» What is required: Below are the records. Retype, exactly, the lines from the first through the line with "filter:drop-shadow(0 0 2px", and leave out the pictures.

» Material provided:
####

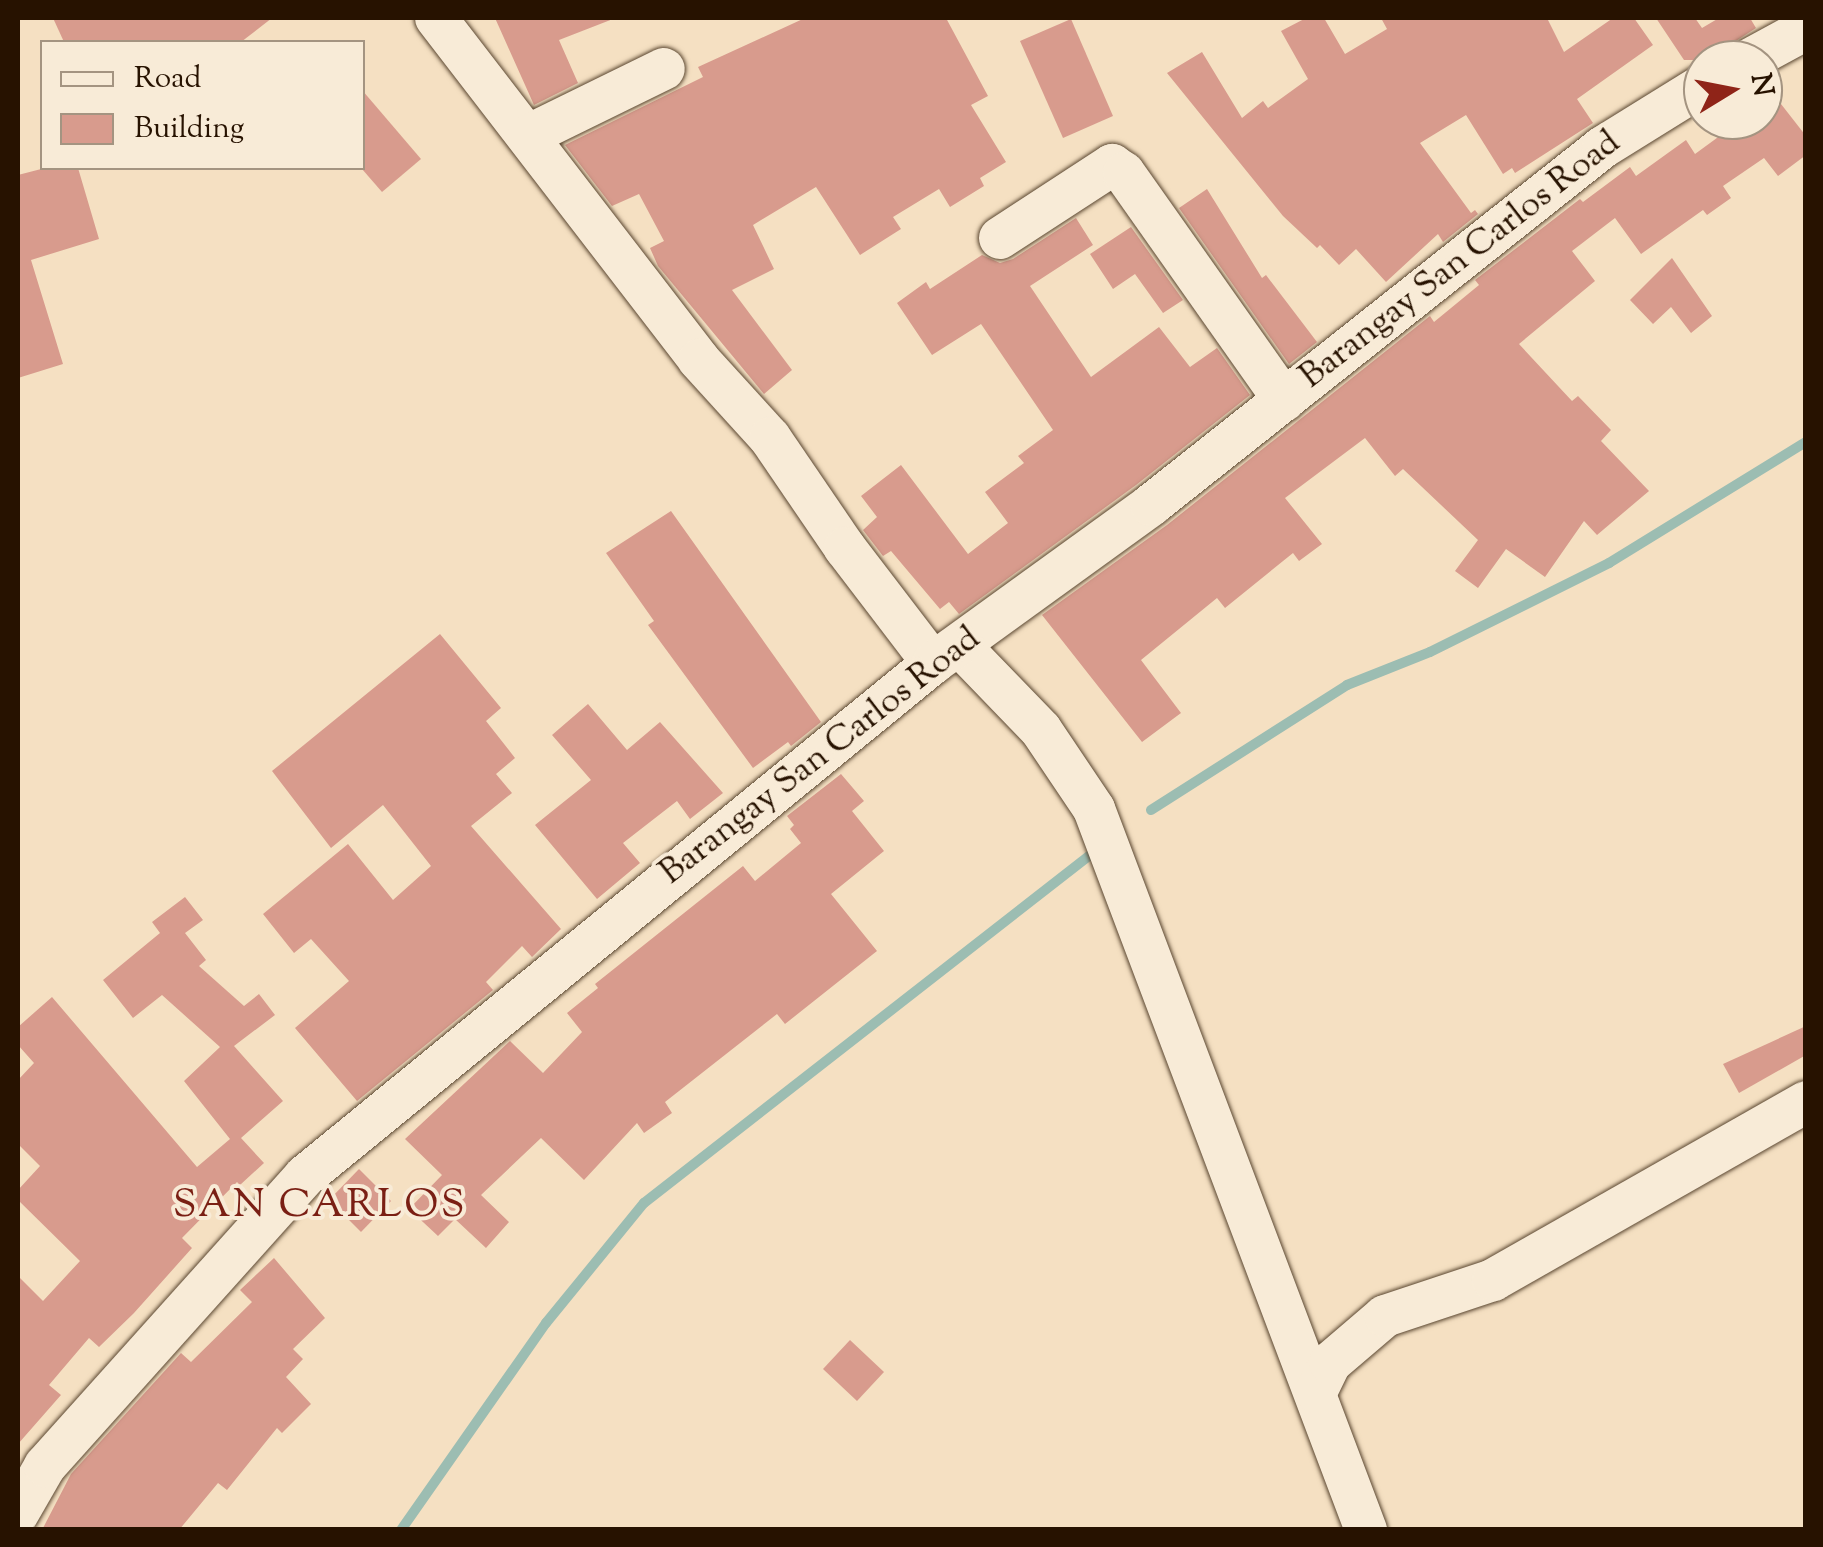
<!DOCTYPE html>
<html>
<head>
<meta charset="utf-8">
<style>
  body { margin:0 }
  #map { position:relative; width:1823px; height:1547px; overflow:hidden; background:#f5e0c2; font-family:"Sorts Mill Goudy",serif }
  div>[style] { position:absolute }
  .stream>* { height:10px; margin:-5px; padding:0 5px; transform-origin:5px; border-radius:5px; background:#9cbdb2 }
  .building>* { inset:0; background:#d89b8d }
  .roads { filter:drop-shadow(0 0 2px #5a4630) drop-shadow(0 0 2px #5a4630) }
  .minor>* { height:42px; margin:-21px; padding:0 21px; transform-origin:21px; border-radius:21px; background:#f8ebd7 }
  span { translate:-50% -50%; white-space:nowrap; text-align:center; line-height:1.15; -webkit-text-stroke:8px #f8ebd7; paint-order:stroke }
  .street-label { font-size:35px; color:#271200 }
  .quarter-label { font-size:40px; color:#7a1f14; letter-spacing:2.5px }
  .frame { position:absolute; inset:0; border:20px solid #271200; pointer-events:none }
  .legend { position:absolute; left:40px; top:40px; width:325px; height:130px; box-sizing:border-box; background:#f8ebd7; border:2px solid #a49481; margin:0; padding:12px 18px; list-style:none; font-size:30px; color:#271200 }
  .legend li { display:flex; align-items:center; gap:20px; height:50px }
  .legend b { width:50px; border:2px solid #a49481 }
  .north { position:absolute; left:1683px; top:40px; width:100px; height:100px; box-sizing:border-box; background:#f8ebd7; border:2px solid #a49481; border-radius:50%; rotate:80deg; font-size:28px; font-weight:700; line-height:40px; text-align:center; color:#271200 }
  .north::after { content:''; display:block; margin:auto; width:35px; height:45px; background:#8f2418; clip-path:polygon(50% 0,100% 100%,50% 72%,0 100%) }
</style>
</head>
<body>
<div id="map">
  <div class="stream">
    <i style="left:1151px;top:810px;width:232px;rotate:-32.5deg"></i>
    <i style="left:1347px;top:685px;width:89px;rotate:-21.7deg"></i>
    <i style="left:1430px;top:652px;width:200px;rotate:-26.4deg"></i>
    <i style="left:1609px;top:563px;width:231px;rotate:-31.6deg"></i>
    <i style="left:401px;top:1530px;width:253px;rotate:-55deg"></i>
    <i style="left:546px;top:1323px;width:155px;rotate:-50.8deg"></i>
    <i style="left:644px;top:1203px;width:566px;rotate:-37.96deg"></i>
  </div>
  <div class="building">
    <i style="clip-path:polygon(53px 18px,272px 18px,241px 42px,64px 42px)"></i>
    <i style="clip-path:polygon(495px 18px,612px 18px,613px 19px,559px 40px,578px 83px,534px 105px)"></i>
    <i style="clip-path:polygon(805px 18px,946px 18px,988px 96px,971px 105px,1006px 162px,980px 178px,984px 186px,950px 207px,939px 189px,893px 217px,901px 229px,860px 255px,816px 187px,753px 225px,774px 269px,732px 290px,792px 370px,764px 394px,658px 266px,650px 248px,664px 241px,639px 194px,612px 206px,565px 145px,703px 77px,698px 67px)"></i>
    <i style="clip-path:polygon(1306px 18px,1324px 18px,1345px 54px,1387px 29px,1381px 18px,1547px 18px,1564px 52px,1613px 18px,1634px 18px,1653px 45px,1577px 99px,1593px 123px,1515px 173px,1512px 168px,1503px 174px,1466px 115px,1420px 143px,1471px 213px,1475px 210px,1478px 214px,1443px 242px,1438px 234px,1386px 282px,1356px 249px,1339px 265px,1320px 245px,1317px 248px,1283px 216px,1167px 73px,1202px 52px,1242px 118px,1263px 101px,1268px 108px,1308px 79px,1281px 31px)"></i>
    <i style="clip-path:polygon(1656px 18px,1695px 18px,1702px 28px,1719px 18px,1750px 18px,1756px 28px,1728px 46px,1724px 60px,1684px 60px)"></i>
    <i style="clip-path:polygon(1071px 19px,1113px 116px,1063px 138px,1020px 41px)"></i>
    <i style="clip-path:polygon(362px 90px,421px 159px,382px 192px,362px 169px)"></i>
    <i style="clip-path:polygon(1781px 104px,1806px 136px,1806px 155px,1778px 176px,1764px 158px,1723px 186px,1731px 198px,1707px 215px,1703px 210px,1641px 254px,1615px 218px,1572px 251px,1595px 281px,1519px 344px,1572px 401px,1578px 396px,1611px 430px,1601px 441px,1649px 491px,1597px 535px,1584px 521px,1545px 577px,1506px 549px,1478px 588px,1455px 571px,1478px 540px,1403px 469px,1395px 476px,1365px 438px,1285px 498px,1322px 544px,1299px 561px,1293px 553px,1225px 608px,1217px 598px,1141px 660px,1181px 713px,1142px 742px,1042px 615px,1167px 525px,1430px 316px,1434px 322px,1479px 285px,1475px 280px,1580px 199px,1583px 202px,1630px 167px,1636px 176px,1686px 140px,1695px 154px,1736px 124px,1743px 134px)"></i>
    <i style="clip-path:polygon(45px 168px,78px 168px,99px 239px,31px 260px,63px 364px,18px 378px,18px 175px)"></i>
    <i style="clip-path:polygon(1207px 189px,1262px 278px,1266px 275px,1317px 342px,1289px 364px,1179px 208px)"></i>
    <i style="clip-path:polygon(1076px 218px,1093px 245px,1030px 286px,1091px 377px,1159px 327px,1190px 367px,1217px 348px,1250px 395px,1136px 485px,959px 614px,949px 602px,940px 609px,891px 551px,883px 556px,863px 530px,877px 517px,861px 496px,901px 465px,968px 554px,1008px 523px,985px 492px,1024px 463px,1018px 456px,1053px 430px,981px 324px,932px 355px,897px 303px,926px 282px,930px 289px,982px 255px,1000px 263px,1013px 259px)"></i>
    <i style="clip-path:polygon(1131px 227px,1183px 300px,1163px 313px,1135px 274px,1113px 289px,1090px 254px)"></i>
    <i style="clip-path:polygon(1672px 258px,1712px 316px,1691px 333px,1671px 307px,1653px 324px,1630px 300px)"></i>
    <i style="clip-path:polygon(671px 511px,821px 722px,791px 746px,788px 742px,753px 768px,648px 625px,654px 621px,606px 553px)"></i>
    <i style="clip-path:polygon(440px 634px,501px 708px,486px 721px,515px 758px,496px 774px,512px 793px,471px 826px,561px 929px,532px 957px,522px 946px,486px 982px,493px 990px,357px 1101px,295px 1028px,349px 981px,311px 939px,294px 953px,263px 914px,348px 844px,393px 900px,431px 866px,383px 805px,331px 848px,272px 771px)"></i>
    <i style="clip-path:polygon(588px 704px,627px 750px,660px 722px,723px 793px,690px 819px,677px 801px,623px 843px,640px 863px,597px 899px,535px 825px,591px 780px,552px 735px)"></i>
    <i style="clip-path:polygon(841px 774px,864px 801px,852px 811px,884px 851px,831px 894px,877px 951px,785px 1024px,777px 1014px,665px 1102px,672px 1113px,644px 1133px,637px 1123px,584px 1180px,541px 1138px,481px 1195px,509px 1222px,486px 1248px,455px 1219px,438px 1236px,409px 1209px,442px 1175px,405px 1139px,510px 1041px,543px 1073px,582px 1032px,567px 1013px,598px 988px,595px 984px,743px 866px,755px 881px,801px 843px,790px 829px,794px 825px,787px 816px)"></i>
    <i style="clip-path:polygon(185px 897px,203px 920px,185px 933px,206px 960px,199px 966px,244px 1006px,259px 994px,275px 1015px,234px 1046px,283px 1101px,241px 1138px,264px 1163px,240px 1185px,237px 1182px,182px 1238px,192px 1248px,134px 1313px,99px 1347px,89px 1338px,49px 1385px,61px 1395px,18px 1444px,18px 1276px,43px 1301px,80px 1261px,18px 1200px,18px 1190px,40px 1166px,18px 1144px,18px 1080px,34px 1063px,18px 1045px,18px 1027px,52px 997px,197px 1167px,230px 1139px,184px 1081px,220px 1047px,162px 995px,133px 1018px,103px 980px,160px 933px,152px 922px)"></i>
    <i style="clip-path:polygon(1806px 1026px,1806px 1055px,1739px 1093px,1723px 1064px)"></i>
    <i style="clip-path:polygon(359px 1169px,391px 1201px,361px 1232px,329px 1200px)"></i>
    <i style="clip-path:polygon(274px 1258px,325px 1318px,293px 1349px,303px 1359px,286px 1377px,311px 1404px,282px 1433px,277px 1428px,227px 1490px,218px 1483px,179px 1530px,42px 1530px,71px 1474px,181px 1353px,191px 1362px,252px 1302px,240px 1290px)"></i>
    <i style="clip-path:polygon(850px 1340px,884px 1372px,857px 1401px,823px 1369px)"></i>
  </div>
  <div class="roads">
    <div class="minor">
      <i style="left:436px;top:18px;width:431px;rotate:52.4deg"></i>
      <i style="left:699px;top:360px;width:105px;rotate:47.7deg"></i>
      <i style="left:770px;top:438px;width:133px;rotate:55.7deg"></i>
      <i style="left:845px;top:548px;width:145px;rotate:52.6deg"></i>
      <i style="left:1749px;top:60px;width:65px;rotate:-28.5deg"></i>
      <i style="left:529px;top:135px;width:150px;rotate:-26.1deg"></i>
      <i style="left:1000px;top:238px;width:134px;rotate:-33.1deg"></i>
      <i style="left:1112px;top:165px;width:14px;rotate:34deg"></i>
      <i style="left:1124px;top:173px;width:278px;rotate:54.8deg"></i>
      <i style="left:959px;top:645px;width:118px;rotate:46deg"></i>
      <i style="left:1041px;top:730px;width:95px;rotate:56.1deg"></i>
      <i style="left:1094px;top:809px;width:771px;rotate:69.33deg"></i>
      <i style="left:1316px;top:1392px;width:32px;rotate:-64deg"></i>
      <i style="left:1330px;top:1363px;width:72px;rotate:-40.5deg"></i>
      <i style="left:1385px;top:1316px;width:114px;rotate:-18.4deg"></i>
      <i style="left:1493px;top:1280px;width:360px;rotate:-29.6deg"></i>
      <i style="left:18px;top:1513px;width:54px;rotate:-60.1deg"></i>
      <i style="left:45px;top:1466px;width:389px;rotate:-48.1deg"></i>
      <i style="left:305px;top:1176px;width:811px;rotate:-39.24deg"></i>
      <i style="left:933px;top:663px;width:269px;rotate:-35.9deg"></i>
      <i style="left:1151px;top:505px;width:577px;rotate:-38.38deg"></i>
      <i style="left:1603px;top:147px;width:118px;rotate:-31.8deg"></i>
    </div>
  </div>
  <div class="street-label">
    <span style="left:1461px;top:261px;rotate:-38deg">Barangay San Carlos Road</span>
    <span style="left:821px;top:757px;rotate:-38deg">Barangay San Carlos Road</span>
  </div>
  <div class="quarter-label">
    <span style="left:320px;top:1207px">SAN CARLOS</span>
  </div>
  <div class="frame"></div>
  <ul class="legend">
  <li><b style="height:12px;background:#f8ebd7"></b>Road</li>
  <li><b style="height:28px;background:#d89b8d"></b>Building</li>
  </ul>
  <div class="north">N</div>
</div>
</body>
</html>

####

» Exercise result:
<!DOCTYPE html>
<html>
<head>
<meta charset="utf-8">
<style>
  body { margin:0 }
  #map { position:relative; width:1823px; height:1547px; overflow:hidden; background:#f5e0c2; font-family:"Sorts Mill Goudy",serif }
  div>[style] { position:absolute }
  .stream>* { height:10px; margin:-5px; padding:0 5px; transform-origin:5px; border-radius:5px; background:#9cbdb2 }
  .building>* { inset:0; background:#d89b8d }
  .roads { filter:drop-shadow(0 0 2px #5a4630) drop-shadow(0 0 2px #5a4630) }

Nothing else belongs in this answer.